Now, assuming detailed balance and thermal equilibrium,

${\displaystyle n_{A}n_{B}f(v)dv\,v\sigma _{12}=n_{A}^{*}n_{B}f(v^{\prime })dv^{\prime }v^{\prime }\sigma _{21}\,\!}$
${\displaystyle \sigma _{12}v^{2}e^{-m_{r}v^{2} \over 2kT}={g_{2} \over t_{1}}e^{-h\nu _{21} \over 2kT}\nu ^{\prime 2}e^{-m_{r}v^{\prime 2} \over 2kT}v^{\prime }dv^{\prime }\sigma _{21}\,\!}$
${\displaystyle \sigma _{12}dv\,v^{3}e^{-m_{r}v^{2} \over 2kT}={g_{2} \over t_{1}}e^{-h\nu _{21} \over 2kT}e^{-h\nu _{21} \over 2kT}e^{-m_{r}v^{2} \over 2kT}v^{\prime 3}dv^{\prime }\sigma _{21}\,\!}$
${\displaystyle {g_{1}v^{2}\sigma _{12}(v)=g_{2}v^{\prime 2}\sigma _{21}(v^{\prime })}\,\!}$

This is the analog of the relationship between the Einstein coefficients ${\displaystyle B_{12}}$ and ${\displaystyle B_{21}}$.

For a specific case, ${\displaystyle B=e^{-}}$, ${\displaystyle A=}$ion with bound electron.

### More on Einstein Analog

Forgot something for the Einstein Analog. Recall:

${\displaystyle g_{1}v^{2}\sigma _{12}(v)=g_{2}v^{\prime 2}\sigma _{21}(v^{\prime })\,\!}$
${\displaystyle {\frac {1}{2}}m_{r}v^{2}=h\nu _{21}+{\frac {1}{2}}m_{r}(v^{\prime })^{2}\,\!}$

For the special case of ${\displaystyle f(v)}$ being Maxwellian, then:

${\displaystyle {q_{12} \over q_{21}}\equiv {\left\langle \sigma _{12}v\right\rangle \over \left\langle \sigma _{21}v\right\rangle }={g_{2} \over g_{1}}e^{-h\nu _{21} \over kT}\,\!}$

This has a Boltzmann factor, which makes you thing we’re assuming LTE, but we’re not.

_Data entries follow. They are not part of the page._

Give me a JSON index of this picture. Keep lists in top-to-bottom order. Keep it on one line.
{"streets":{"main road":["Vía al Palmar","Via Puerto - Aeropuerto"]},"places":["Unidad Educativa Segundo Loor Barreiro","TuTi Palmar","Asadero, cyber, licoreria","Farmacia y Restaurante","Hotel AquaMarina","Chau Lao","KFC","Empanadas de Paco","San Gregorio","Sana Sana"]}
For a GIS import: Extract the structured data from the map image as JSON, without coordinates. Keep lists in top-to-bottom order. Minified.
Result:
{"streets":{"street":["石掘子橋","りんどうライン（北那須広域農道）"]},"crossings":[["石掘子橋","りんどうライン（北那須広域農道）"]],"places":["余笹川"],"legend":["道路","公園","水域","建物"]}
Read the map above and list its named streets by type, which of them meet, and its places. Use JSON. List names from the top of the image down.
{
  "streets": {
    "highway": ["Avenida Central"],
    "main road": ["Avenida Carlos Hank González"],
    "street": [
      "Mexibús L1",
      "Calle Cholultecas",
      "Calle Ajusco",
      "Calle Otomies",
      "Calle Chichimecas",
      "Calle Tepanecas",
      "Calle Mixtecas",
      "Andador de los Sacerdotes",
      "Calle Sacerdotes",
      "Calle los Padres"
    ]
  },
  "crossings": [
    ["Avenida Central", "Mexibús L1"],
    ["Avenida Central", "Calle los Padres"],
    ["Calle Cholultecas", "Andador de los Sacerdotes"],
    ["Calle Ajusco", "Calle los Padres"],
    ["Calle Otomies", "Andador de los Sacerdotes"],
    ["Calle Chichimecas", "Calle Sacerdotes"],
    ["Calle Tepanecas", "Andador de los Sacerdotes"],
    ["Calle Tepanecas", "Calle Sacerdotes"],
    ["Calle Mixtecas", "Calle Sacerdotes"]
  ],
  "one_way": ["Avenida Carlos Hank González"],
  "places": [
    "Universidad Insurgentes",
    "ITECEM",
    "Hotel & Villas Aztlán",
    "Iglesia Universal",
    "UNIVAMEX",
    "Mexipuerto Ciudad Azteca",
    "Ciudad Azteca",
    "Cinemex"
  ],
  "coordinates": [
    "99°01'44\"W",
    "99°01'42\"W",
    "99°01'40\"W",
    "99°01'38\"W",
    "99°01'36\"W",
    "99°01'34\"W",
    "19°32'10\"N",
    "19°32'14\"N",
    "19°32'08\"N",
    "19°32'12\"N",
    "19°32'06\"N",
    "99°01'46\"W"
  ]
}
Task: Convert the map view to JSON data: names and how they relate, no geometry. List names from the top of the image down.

Last time, we were talking about electron-ion collisional excitation, given by:

${\displaystyle q_{12}\equiv \left\langle \sigma _{12}v\right\rangle \propto {1 \over v}\propto T^{-{\frac {1}{2}}}\,\!}$

We can extend this for neutral-ion collisional excitation:

${\displaystyle q_{12}\propto T^{\frac {1}{2}}T^{-{\frac {1}{2}}}\propto T^{0}\,\!}$
${\displaystyle \sigma _{12}\equiv {\pi \hbar ^{2} \over m_{e}v^{2}}{\Omega (1,2) \over g}\,\!}$

where ${\displaystyle \Omega (1,2)}$ scales as ${\displaystyle T^{\frac {1}{2}}}$. Notice this means that for some neutral-ion collisional excitation, it is temperature independent. For neutral-neutral collisional excitation:

${\displaystyle q_{12}=\left\langle \sigma _{12}v\right\rangle \propto T^{\frac {1}{2}}\,\!}$
${\displaystyle \sigma _{12}\propto T^{0}\sim \pi (Fa_{0})^{2}\,\!}$

This is all we’ll talk about bound-bound transitions.